(Stored items)

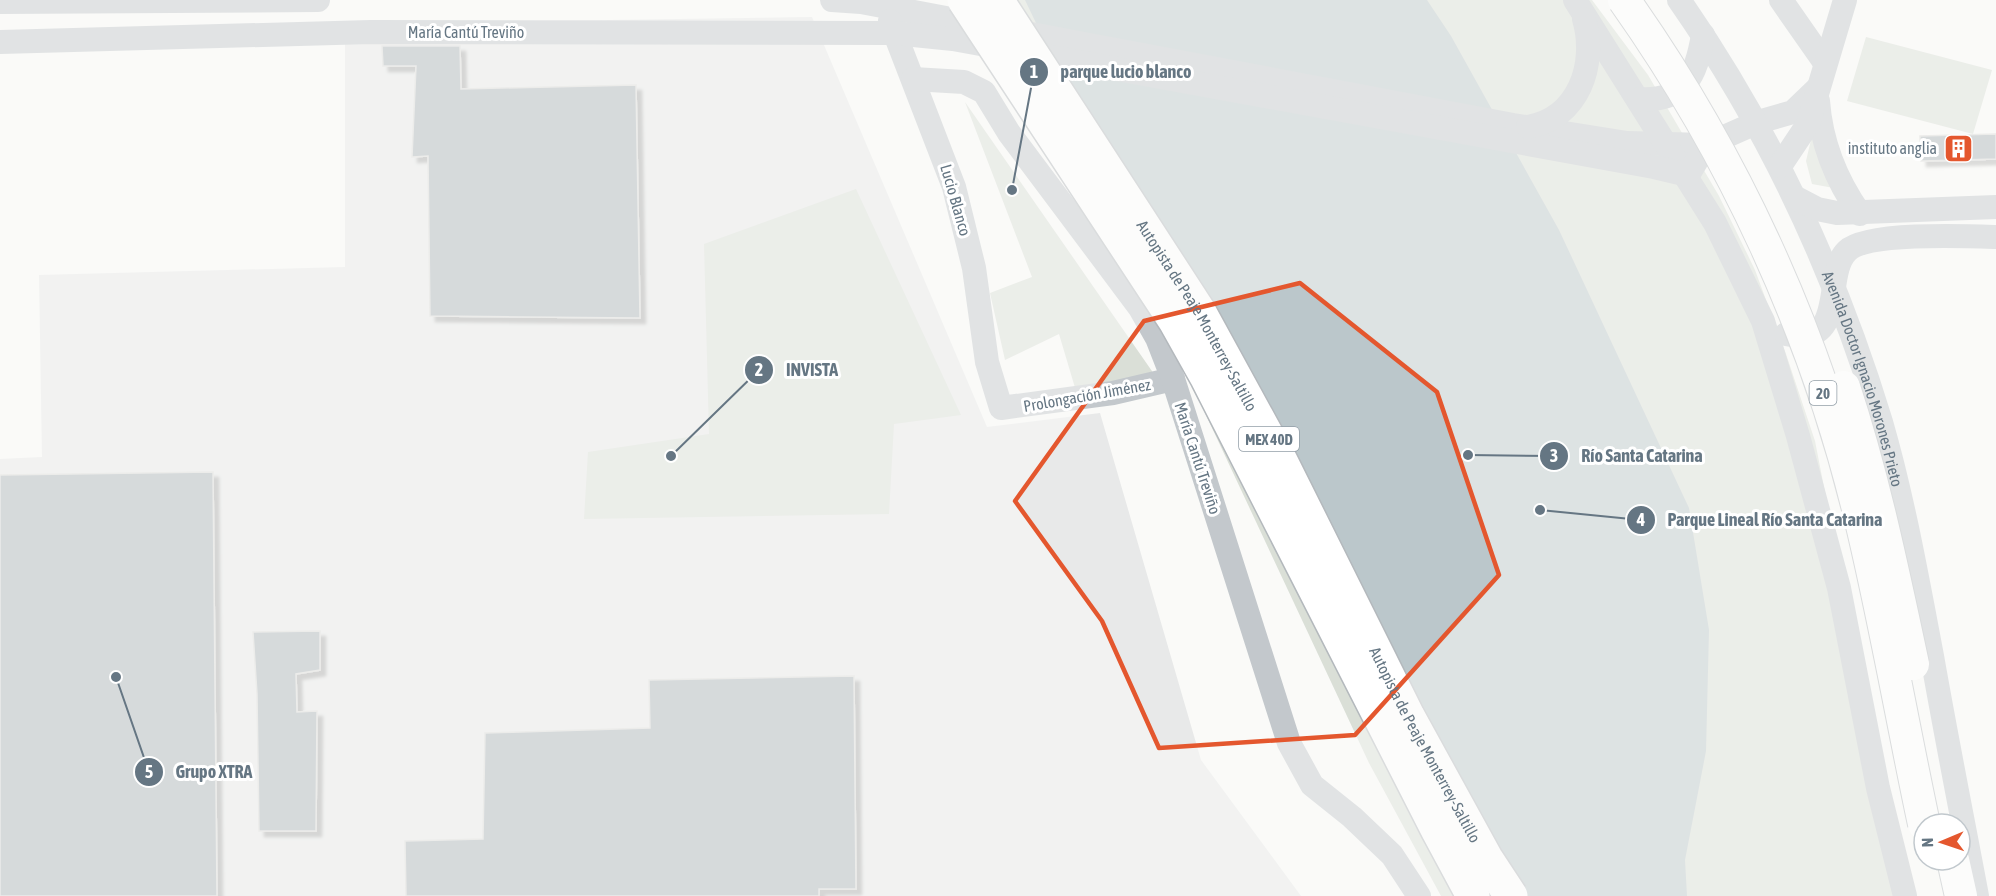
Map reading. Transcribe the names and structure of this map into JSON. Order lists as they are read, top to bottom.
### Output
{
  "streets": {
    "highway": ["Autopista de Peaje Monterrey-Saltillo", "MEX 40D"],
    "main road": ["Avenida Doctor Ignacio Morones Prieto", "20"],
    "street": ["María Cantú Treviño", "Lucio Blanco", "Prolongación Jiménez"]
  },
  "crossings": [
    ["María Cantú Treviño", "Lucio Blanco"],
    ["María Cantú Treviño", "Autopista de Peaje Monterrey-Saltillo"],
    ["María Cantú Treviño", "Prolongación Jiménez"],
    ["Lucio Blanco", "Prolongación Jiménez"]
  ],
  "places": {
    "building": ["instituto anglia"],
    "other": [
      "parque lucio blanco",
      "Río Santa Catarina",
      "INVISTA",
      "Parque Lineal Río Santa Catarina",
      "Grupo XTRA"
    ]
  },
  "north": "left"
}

---

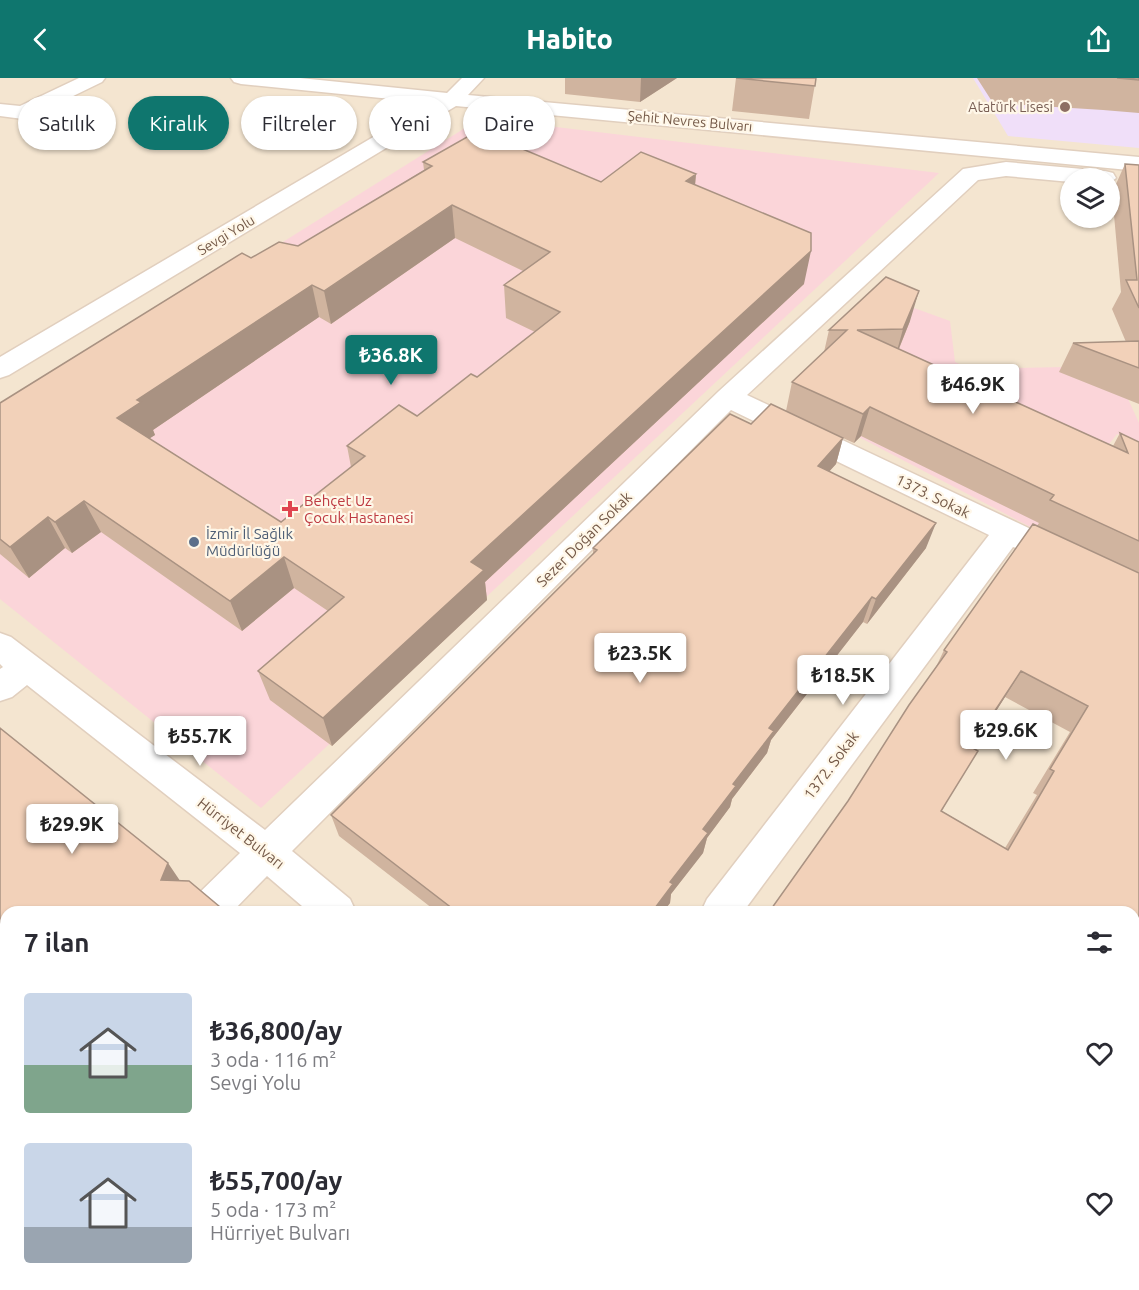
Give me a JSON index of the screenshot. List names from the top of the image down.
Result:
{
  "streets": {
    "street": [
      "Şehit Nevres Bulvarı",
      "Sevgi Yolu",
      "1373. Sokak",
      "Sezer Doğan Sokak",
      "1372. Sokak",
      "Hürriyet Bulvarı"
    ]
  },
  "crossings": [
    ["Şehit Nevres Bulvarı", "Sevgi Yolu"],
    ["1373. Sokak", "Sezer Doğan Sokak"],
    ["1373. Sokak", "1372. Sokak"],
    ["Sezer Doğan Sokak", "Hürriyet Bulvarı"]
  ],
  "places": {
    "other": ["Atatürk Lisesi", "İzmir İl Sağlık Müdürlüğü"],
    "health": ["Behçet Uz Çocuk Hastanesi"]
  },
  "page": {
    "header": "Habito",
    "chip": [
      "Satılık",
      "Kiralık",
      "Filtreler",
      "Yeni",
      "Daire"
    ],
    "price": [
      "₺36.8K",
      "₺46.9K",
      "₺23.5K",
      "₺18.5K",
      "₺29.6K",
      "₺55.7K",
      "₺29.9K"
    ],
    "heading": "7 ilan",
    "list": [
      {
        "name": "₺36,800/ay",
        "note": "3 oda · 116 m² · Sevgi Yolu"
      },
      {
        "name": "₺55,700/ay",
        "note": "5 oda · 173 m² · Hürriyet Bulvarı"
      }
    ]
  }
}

Aim of the exercise – For each line of the data that has the word "JSON", report that line.

Response to this exercise –
Map reading. Transcribe the names and structure of this map into JSON. Order lists as they are read, top to bottom.
Give me a JSON index of the screenshot. List names from the top of the image down.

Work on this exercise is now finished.